START DATA SHOWN
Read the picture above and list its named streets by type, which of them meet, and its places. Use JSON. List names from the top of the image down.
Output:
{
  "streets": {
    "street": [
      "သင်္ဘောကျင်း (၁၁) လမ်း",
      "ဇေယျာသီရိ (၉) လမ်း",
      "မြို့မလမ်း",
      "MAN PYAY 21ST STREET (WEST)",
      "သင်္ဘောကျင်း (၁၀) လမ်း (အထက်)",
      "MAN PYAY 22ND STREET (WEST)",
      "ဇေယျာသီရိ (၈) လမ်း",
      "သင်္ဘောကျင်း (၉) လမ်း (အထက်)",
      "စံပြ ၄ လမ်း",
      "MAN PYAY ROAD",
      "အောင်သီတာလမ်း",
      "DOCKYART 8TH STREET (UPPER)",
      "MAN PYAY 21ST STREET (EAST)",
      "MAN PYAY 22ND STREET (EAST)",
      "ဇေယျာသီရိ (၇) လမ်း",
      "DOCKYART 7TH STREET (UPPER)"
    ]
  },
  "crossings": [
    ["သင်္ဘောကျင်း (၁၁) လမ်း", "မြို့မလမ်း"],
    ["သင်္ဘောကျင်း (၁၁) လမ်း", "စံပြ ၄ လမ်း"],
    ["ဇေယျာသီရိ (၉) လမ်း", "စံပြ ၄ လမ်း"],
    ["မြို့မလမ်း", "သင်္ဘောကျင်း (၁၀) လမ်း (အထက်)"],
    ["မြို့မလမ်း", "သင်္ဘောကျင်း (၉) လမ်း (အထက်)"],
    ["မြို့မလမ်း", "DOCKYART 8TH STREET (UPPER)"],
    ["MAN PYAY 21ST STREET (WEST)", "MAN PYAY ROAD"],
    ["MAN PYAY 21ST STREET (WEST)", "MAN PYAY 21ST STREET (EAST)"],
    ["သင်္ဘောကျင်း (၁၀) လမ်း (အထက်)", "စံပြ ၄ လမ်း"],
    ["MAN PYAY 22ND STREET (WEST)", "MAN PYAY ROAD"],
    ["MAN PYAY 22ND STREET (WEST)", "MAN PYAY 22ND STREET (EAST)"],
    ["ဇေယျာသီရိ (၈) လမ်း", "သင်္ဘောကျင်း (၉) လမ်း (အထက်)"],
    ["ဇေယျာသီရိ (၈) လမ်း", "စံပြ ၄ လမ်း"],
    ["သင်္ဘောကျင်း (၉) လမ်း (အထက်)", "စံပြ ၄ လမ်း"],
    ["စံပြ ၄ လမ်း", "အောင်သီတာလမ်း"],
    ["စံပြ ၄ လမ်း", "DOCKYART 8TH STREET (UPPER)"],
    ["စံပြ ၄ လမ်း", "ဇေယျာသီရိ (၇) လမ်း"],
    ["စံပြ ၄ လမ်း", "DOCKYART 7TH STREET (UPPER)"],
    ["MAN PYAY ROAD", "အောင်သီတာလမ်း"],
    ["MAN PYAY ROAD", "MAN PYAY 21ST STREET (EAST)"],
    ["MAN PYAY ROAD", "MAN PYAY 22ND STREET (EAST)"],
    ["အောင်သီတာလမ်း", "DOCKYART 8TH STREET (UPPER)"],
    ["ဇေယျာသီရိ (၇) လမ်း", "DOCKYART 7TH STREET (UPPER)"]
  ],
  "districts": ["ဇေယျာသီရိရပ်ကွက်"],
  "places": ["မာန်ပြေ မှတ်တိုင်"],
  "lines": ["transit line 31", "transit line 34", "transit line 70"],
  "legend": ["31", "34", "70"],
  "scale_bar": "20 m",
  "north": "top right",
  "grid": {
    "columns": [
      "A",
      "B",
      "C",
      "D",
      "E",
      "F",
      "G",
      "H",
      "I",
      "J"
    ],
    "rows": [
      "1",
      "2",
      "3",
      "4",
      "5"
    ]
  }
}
END DATA SHOWN
## THE PROBLEM
The answer must be every line from the records above that contains the word "ROAD", copied out.

## REPLY TO THE EXERCISE
      "MAN PYAY ROAD",
    ["MAN PYAY 21ST STREET (WEST)", "MAN PYAY ROAD"],
    ["MAN PYAY 22ND STREET (WEST)", "MAN PYAY ROAD"],
    ["MAN PYAY ROAD", "အောင်သီတာလမ်း"],
    ["MAN PYAY ROAD", "MAN PYAY 21ST STREET (EAST)"],
    ["MAN PYAY ROAD", "MAN PYAY 22ND STREET (EAST)"],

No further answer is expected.